Assignment> Across the listing, tally the lines in which the word "background" occurs, then report the tally alone.

[Dataset content]

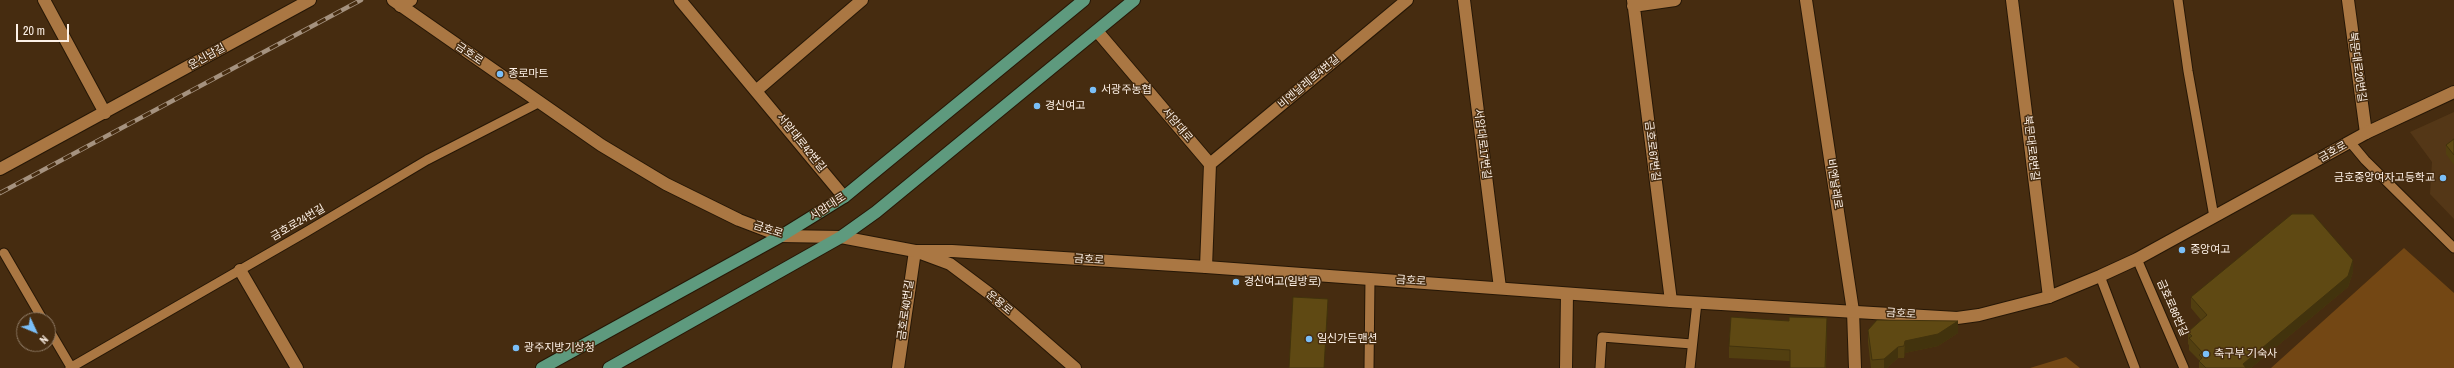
<!DOCTYPE html>
<meta charset="utf-8">
<style>
body{margin:0}
#map{position:relative;width:2454px;height:368px;overflow:hidden;background:#462c10;font-family:"Archivo Narrow",sans-serif}
canvas{display:block}
.north{position:absolute;left:16px;top:312px;width:40px;height:40px;box-sizing:border-box;background:#462c10;border:1px solid #8f7b66;border-radius:50%;rotate:134deg;font-size:11px;font-weight:700;line-height:16px;text-align:center;color:#fdf1e7}
.north::after{content:'';display:block;margin:auto;width:14px;height:18px;background:#7abff8;clip-path:polygon(50% 0,100% 100%,50% 72%,0 100%)}
.scale{position:absolute;left:16px;top:24px;width:53px;height:18px;box-sizing:border-box;border:2px solid #fdf1e7;border-top:0;padding-left:5px;font-size:12px;line-height:14px;white-space:nowrap;color:#fdf1e7;-webkit-text-stroke:3px #462c10;paint-order:stroke}
</style>
<div id="map">
<canvas width="2454" height="368"></canvas>
<div class="north">N</div>
<div class="scale">20 m</div>
</div>
<script>
const g = document.querySelector('canvas').getContext('2d');
g.lineJoin = 'round';
function paint(path, color) { g.fillStyle = color; g.fill(path, 'evenodd'); }
const shape = rows => new Path2D(rows.map(r => 'M' + r).join(''));
function trace(path, color, width, dash) { g.strokeStyle = color; g.lineWidth = width; g.lineCap = dash ? 'butt' : 'round'; g.setLineDash(dash || []); g.stroke(path); }
function label(font, color, halo, rows, align = 'center') {
  g.font = font + ' "Archivo Narrow","Noto Sans KR",sans-serif'; g.lineWidth = 3; g.setLineDash([]); g.textBaseline = 'middle'; g.strokeStyle = halo; g.fillStyle = color; for (const [text, x, y, turn = 0] of rows) {
    g.save(); g.translate(x, y); g.rotate((+turn || 0) * Math.PI / 180); g.textAlign = isNaN(turn) ? turn : align; if (halo) g.strokeText(text, 0, 0); g.fillText(text, 0, 0); g.restore();
  }
}
const built = shape([
 [2454,112,2454,219,2430,194,2432,162,2410,132]
]);
const green = shape([
 [2404,248,2454,293,2454,368,2271,368],
 [2066,357,2080,368,2030,368]
]);
const service = shape([
 [2178,0,2188,71,2214,217],
 [2350,142,2365,160,2454,248],
 [4,253,43,320],
 [2137,259,2184,368],
 [2100,276,2135,368],
 [48,328,71,367],
 [70,368,306,232,427,160,538,103],
 [1369,368,1370,278],
 [1600,368,1602,337,1692,344],
 [1690,368,1697,302]
]);
const minor = shape([
 [44,0,105,113],
 [393,0,601,145,666,184,739,220,781,236,841,237],
 [680,0,844,197],
 [1464,0,1500,288],
 [1633,0,1671,301],
 [1806,0,1853,311,1855,368],
 [2012,0,2049,297],
 [2348,0,2366,133],
 [400,6,411,0],
 [1633,6,1675,0],
 [1097,31,1210,164],
 [757,90,862,0],
 [1210,164,1407,0],
 [0,169,310,0],
 [1206,267,1210,164],
 [240,270,297,368],
 [898,368,915,251,950,264,990,294,1075,368],
 [1566,368,1567,294]
]);
const tertiary = shape([
 [841,237,915,251,952,251,1206,267,1671,301,1957,318,1979,315,2049,297,2100,276,2137,259,2366,133,2454,92]
]);
const primary = shape([
 [542,368,781,236,844,197,1084,0],
 [609,368,841,237,876,212,1134,0]
]);
const rail = shape([
 [0,193,361,0]
]);
const wall = shape([
 [2454,139,2454,165,2446,154,2446,145],
 [2353,272,2348,287,2251,368,2199,368,2199,360,2189,350,2189,345,2188,344,2188,332,2201,320,2191,308,2191,297],
 [1827,329,1826,368,1790,368,1790,361,1729,358,1729,346],
 [1868,330,1958,333,1938,346,1905,353,1904,358,1898,358,1887,368,1871,368,1868,342]
]);
const shadedWall = shape([
 [2353,260,2353,272,2348,287,2251,368,2243,368,2243,364],
 [1328,299,1328,310,1324,368],
 [1958,321,1958,333,1938,346,1905,353,1904,358,1905,341],
 [1898,347,1898,358,1887,368,1884,368,1884,359]
]);
const building = shape([
 [2454,139,2454,155,2446,145,2454,139],
 [2292,214,2313,214,2353,260,2348,276,2243,364,2246,368,2206,368,2199,361,2202,358,2199,355,2202,352,2189,338,2192,336,2188,332,2207,315,2191,297,2292,214],
 [1293,297,1328,299,1324,368,1289,368,1293,297],
 [1731,317,1789,321,1789,317,1827,318,1825,368,1790,368,1790,350,1729,346,1731,317],
 [1877,320,1958,321,1938,334,1905,341,1904,346,1898,347,1884,359,1872,360,1868,330,1877,320]
]);
const markers = [
 [500,74,4,"#7abff8"],
 [1093,90,4,"#7abff8"],
 [1037,106,4,"#7abff8"],
 [2443,178,4,"#7abff8"],
 [2182,250,4,"#7abff8"],
 [1236,282,4,"#7abff8"],
 [1309,339,4,"#7abff8"],
 [516,348,4,"#7abff8"],
 [2206,354,4,"#7abff8"]
];
const streetNames = [
 ["금호로",469,54,35],
 ["운신남길",207,57,-29],
 ["북문대로20번길",2357,67,82],
 ["비엔날레로4번길",1309,82,-40],
 ["서암대로",1177,125,50],
 ["서암대로42번길",801,143,51],
 ["서암대로17번길",1482,144,83],
 ["북문대로8번길",2031,148,83],
 ["금호로67번길",1652,151,83],
 ["금호로",2333,152,-29],
 ["비엔날레로",1834,184,81],
 ["서암대로",828,207,-33],
 ["금호로24번길",298,223,-30],
 ["금호로",768,230,18],
 ["금호로",1089,260,4],
 ["금호로",1411,281,4],
 ["운용로",999,303,40],
 ["금호로86번길",2172,308,66],
 ["금호로40번길",906,310,-82],
 ["금호로",1901,314,4]
];
const poiNames = [
 ["종로마트",508,74],
 ["서광주농협",1101,90],
 ["경신여고",1045,106],
 ["금호중앙여자고등학교",2435,178,"right"],
 ["중앙여고",2190,250],
 ["경신여고(일방로)",1244,282],
 ["일신가든맨션",1317,339],
 ["광주지방기상청",524,348],
 ["축구부 기숙사",2214,354]
];
paint(built, '#543717');
paint(green, '#734714');
trace(service, '#261706', 11);
trace(minor, '#261706', 14);
trace(tertiary, '#261706', 14);
trace(primary, '#261706', 14);
trace(service, '#aa7743', 9);
trace(minor, '#aa7743', 12);
trace(tertiary, '#aa7743', 12);
trace(primary, '#5e9a7e', 12);
trace(rail, '#a5927f', 4.5);
trace(rail, '#462c10', 3, [9]);
paint(wall, '#523f10');
paint(shadedWall, '#42330d');
paint(building, '#5f4913');
trace(building, '#42330d', 1);
for (const [x, y, r, color] of markers) { const dot = new Path2D(); dot.arc(x, y, r, 0, 2 * Math.PI); g.fillStyle = color; g.fill(dot); trace(dot, '#462c10', 1.5); }
label('11px', '#fdf1e7', '#462c10', streetNames);
label('11px', '#fdf1e7', '#462c10', poiNames, 'left');
</script>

[/Dataset content]

Task solution> 3